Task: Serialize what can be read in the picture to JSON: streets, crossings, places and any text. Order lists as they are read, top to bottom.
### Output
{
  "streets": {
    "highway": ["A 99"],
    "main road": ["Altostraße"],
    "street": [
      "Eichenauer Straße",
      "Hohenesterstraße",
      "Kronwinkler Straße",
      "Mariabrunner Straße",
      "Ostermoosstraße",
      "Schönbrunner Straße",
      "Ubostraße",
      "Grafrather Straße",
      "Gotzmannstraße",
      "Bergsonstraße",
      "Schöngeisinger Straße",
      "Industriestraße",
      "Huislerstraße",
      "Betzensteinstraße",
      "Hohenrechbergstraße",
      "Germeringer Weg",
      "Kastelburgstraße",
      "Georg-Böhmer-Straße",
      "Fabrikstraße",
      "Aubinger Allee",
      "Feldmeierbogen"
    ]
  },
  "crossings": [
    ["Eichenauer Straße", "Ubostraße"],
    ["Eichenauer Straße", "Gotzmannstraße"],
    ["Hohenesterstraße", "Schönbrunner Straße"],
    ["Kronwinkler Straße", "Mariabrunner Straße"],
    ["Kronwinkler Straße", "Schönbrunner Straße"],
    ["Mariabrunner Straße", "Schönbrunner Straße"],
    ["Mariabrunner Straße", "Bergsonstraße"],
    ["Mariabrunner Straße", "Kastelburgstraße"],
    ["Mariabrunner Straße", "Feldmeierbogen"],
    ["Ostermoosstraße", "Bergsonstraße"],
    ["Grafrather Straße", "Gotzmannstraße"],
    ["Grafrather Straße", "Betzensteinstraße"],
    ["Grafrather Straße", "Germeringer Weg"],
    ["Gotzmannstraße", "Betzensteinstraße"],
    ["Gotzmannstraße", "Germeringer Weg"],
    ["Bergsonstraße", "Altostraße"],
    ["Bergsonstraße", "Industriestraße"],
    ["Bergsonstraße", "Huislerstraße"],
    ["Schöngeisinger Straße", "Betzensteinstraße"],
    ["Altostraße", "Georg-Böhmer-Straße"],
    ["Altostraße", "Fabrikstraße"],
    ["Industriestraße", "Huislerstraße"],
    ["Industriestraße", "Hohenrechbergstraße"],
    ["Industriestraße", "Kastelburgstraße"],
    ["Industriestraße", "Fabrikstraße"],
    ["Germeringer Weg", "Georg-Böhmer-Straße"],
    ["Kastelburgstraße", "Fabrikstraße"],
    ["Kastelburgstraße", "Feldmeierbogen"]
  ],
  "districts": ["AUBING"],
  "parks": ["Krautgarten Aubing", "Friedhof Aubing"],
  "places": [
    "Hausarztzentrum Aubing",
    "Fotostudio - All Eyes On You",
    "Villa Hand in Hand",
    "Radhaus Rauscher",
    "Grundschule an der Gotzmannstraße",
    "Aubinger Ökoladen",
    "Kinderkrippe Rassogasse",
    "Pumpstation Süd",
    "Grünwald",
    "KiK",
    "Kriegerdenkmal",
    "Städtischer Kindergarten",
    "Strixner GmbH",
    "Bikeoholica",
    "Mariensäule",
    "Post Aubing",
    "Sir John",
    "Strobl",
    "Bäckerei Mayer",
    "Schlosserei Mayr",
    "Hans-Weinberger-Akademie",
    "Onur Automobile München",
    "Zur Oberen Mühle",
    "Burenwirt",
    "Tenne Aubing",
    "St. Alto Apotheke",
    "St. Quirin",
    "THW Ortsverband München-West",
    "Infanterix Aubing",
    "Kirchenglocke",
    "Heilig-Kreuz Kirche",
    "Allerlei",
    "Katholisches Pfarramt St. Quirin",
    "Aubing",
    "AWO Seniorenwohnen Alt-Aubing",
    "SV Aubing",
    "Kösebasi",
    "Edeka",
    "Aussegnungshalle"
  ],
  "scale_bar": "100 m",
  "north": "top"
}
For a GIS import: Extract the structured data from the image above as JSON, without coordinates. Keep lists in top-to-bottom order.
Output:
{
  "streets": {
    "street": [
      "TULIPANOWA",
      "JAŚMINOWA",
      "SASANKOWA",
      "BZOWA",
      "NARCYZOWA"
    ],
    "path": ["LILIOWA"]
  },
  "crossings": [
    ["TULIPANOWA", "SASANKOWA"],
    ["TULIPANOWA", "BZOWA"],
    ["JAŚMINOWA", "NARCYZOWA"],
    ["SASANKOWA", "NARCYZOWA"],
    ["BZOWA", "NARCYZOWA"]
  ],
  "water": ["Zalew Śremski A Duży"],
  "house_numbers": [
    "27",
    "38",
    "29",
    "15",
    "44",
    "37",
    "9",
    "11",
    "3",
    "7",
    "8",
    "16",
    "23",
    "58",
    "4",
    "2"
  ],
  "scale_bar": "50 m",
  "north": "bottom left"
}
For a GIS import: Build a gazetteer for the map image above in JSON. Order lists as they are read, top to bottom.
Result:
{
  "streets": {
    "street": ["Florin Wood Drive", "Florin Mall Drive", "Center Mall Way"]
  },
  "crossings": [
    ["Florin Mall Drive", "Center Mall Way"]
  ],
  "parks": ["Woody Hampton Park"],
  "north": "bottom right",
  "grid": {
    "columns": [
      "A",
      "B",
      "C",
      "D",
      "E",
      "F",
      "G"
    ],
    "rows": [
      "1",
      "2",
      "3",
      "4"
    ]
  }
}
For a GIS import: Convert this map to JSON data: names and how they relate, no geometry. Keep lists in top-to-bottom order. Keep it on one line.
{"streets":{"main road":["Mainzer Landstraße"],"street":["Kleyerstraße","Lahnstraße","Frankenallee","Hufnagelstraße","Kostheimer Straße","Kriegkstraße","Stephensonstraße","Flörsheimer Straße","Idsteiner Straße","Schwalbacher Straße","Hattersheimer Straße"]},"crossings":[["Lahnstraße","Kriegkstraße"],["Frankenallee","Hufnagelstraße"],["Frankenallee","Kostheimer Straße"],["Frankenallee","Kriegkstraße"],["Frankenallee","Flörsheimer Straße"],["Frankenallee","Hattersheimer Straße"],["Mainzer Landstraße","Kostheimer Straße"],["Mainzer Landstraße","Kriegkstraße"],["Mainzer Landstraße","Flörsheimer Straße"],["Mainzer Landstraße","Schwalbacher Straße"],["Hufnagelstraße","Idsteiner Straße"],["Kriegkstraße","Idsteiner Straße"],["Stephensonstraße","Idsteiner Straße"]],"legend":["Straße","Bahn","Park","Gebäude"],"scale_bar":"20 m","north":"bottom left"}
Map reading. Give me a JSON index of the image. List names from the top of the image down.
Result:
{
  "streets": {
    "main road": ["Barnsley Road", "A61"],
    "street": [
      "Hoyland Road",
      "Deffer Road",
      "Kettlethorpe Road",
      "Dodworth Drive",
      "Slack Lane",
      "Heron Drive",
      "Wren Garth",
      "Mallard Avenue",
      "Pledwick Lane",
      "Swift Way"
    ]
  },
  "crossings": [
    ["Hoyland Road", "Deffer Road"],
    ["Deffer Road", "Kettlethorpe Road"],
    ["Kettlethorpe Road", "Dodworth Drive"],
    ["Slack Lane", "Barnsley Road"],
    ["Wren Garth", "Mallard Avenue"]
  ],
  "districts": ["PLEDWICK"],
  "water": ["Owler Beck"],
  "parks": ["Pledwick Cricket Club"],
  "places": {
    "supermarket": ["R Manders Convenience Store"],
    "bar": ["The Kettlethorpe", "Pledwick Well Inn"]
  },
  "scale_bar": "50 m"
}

────

— How to complete this task —
Generate an exact reproduction of all entries.

— Exercise solution —
Task: Serialize what can be read in the picture to JSON: streets, crossings, places and any text. Order lists as they are read, top to bottom.
### Output
{
  "streets": {
    "highway": ["A 99"],
    "main road": ["Altostraße"],
    "street": [
      "Eichenauer Straße",
      "Hohenesterstraße",
      "Kronwinkler Straße",
      "Mariabrunner Straße",
      "Ostermoosstraße",
      "Schönbrunner Straße",
      "Ubostraße",
      "Grafrather Straße",
      "Gotzmannstraße",
      "Bergsonstraße",
      "Schöngeisinger Straße",
      "Industriestraße",
      "Huislerstraße",
      "Betzensteinstraße",
      "Hohenrechbergstraße",
      "Germeringer Weg",
      "Kastelburgstraße",
      "Georg-Böhmer-Straße",
      "Fabrikstraße",
      "Aubinger Allee",
      "Feldmeierbogen"
    ]
  },
  "crossings": [
    ["Eichenauer Straße", "Ubostraße"],
    ["Eichenauer Straße", "Gotzmannstraße"],
    ["Hohenesterstraße", "Schönbrunner Straße"],
    ["Kronwinkler Straße", "Mariabrunner Straße"],
    ["Kronwinkler Straße", "Schönbrunner Straße"],
    ["Mariabrunner Straße", "Schönbrunner Straße"],
    ["Mariabrunner Straße", "Bergsonstraße"],
    ["Mariabrunner Straße", "Kastelburgstraße"],
    ["Mariabrunner Straße", "Feldmeierbogen"],
    ["Ostermoosstraße", "Bergsonstraße"],
    ["Grafrather Straße", "Gotzmannstraße"],
    ["Grafrather Straße", "Betzensteinstraße"],
    ["Grafrather Straße", "Germeringer Weg"],
    ["Gotzmannstraße", "Betzensteinstraße"],
    ["Gotzmannstraße", "Germeringer Weg"],
    ["Bergsonstraße", "Altostraße"],
    ["Bergsonstraße", "Industriestraße"],
    ["Bergsonstraße", "Huislerstraße"],
    ["Schöngeisinger Straße", "Betzensteinstraße"],
    ["Altostraße", "Georg-Böhmer-Straße"],
    ["Altostraße", "Fabrikstraße"],
    ["Industriestraße", "Huislerstraße"],
    ["Industriestraße", "Hohenrechbergstraße"],
    ["Industriestraße", "Kastelburgstraße"],
    ["Industriestraße", "Fabrikstraße"],
    ["Germeringer Weg", "Georg-Böhmer-Straße"],
    ["Kastelburgstraße", "Fabrikstraße"],
    ["Kastelburgstraße", "Feldmeierbogen"]
  ],
  "districts": ["AUBING"],
  "parks": ["Krautgarten Aubing", "Friedhof Aubing"],
  "places": [
    "Hausarztzentrum Aubing",
    "Fotostudio - All Eyes On You",
    "Villa Hand in Hand",
    "Radhaus Rauscher",
    "Grundschule an der Gotzmannstraße",
    "Aubinger Ökoladen",
    "Kinderkrippe Rassogasse",
    "Pumpstation Süd",
    "Grünwald",
    "KiK",
    "Kriegerdenkmal",
    "Städtischer Kindergarten",
    "Strixner GmbH",
    "Bikeoholica",
    "Mariensäule",
    "Post Aubing",
    "Sir John",
    "Strobl",
    "Bäckerei Mayer",
    "Schlosserei Mayr",
    "Hans-Weinberger-Akademie",
    "Onur Automobile München",
    "Zur Oberen Mühle",
    "Burenwirt",
    "Tenne Aubing",
    "St. Alto Apotheke",
    "St. Quirin",
    "THW Ortsverband München-West",
    "Infanterix Aubing",
    "Kirchenglocke",
    "Heilig-Kreuz Kirche",
    "Allerlei",
    "Katholisches Pfarramt St. Quirin",
    "Aubing",
    "AWO Seniorenwohnen Alt-Aubing",
    "SV Aubing",
    "Kösebasi",
    "Edeka",
    "Aussegnungshalle"
  ],
  "scale_bar": "100 m",
  "north": "top"
}
For a GIS import: Extract the structured data from the image above as JSON, without coordinates. Keep lists in top-to-bottom order.
Output:
{
  "streets": {
    "street": [
      "TULIPANOWA",
      "JAŚMINOWA",
      "SASANKOWA",
      "BZOWA",
      "NARCYZOWA"
    ],
    "path": ["LILIOWA"]
  },
  "crossings": [
    ["TULIPANOWA", "SASANKOWA"],
    ["TULIPANOWA", "BZOWA"],
    ["JAŚMINOWA", "NARCYZOWA"],
    ["SASANKOWA", "NARCYZOWA"],
    ["BZOWA", "NARCYZOWA"]
  ],
  "water": ["Zalew Śremski A Duży"],
  "house_numbers": [
    "27",
    "38",
    "29",
    "15",
    "44",
    "37",
    "9",
    "11",
    "3",
    "7",
    "8",
    "16",
    "23",
    "58",
    "4",
    "2"
  ],
  "scale_bar": "50 m",
  "north": "bottom left"
}
For a GIS import: Build a gazetteer for the map image above in JSON. Order lists as they are read, top to bottom.
Result:
{
  "streets": {
    "street": ["Florin Wood Drive", "Florin Mall Drive", "Center Mall Way"]
  },
  "crossings": [
    ["Florin Mall Drive", "Center Mall Way"]
  ],
  "parks": ["Woody Hampton Park"],
  "north": "bottom right",
  "grid": {
    "columns": [
      "A",
      "B",
      "C",
      "D",
      "E",
      "F",
      "G"
    ],
    "rows": [
      "1",
      "2",
      "3",
      "4"
    ]
  }
}
For a GIS import: Convert this map to JSON data: names and how they relate, no geometry. Keep lists in top-to-bottom order. Keep it on one line.
{"streets":{"main road":["Mainzer Landstraße"],"street":["Kleyerstraße","Lahnstraße","Frankenallee","Hufnagelstraße","Kostheimer Straße","Kriegkstraße","Stephensonstraße","Flörsheimer Straße","Idsteiner Straße","Schwalbacher Straße","Hattersheimer Straße"]},"crossings":[["Lahnstraße","Kriegkstraße"],["Frankenallee","Hufnagelstraße"],["Frankenallee","Kostheimer Straße"],["Frankenallee","Kriegkstraße"],["Frankenallee","Flörsheimer Straße"],["Frankenallee","Hattersheimer Straße"],["Mainzer Landstraße","Kostheimer Straße"],["Mainzer Landstraße","Kriegkstraße"],["Mainzer Landstraße","Flörsheimer Straße"],["Mainzer Landstraße","Schwalbacher Straße"],["Hufnagelstraße","Idsteiner Straße"],["Kriegkstraße","Idsteiner Straße"],["Stephensonstraße","Idsteiner Straße"]],"legend":["Straße","Bahn","Park","Gebäude"],"scale_bar":"20 m","north":"bottom left"}
Map reading. Give me a JSON index of the image. List names from the top of the image down.
Result:
{
  "streets": {
    "main road": ["Barnsley Road", "A61"],
    "street": [
      "Hoyland Road",
      "Deffer Road",
      "Kettlethorpe Road",
      "Dodworth Drive",
      "Slack Lane",
      "Heron Drive",
      "Wren Garth",
      "Mallard Avenue",
      "Pledwick Lane",
      "Swift Way"
    ]
  },
  "crossings": [
    ["Hoyland Road", "Deffer Road"],
    ["Deffer Road", "Kettlethorpe Road"],
    ["Kettlethorpe Road", "Dodworth Drive"],
    ["Slack Lane", "Barnsley Road"],
    ["Wren Garth", "Mallard Avenue"]
  ],
  "districts": ["PLEDWICK"],
  "water": ["Owler Beck"],
  "parks": ["Pledwick Cricket Club"],
  "places": {
    "supermarket": ["R Manders Convenience Store"],
    "bar": ["The Kettlethorpe", "Pledwick Well Inn"]
  },
  "scale_bar": "50 m"
}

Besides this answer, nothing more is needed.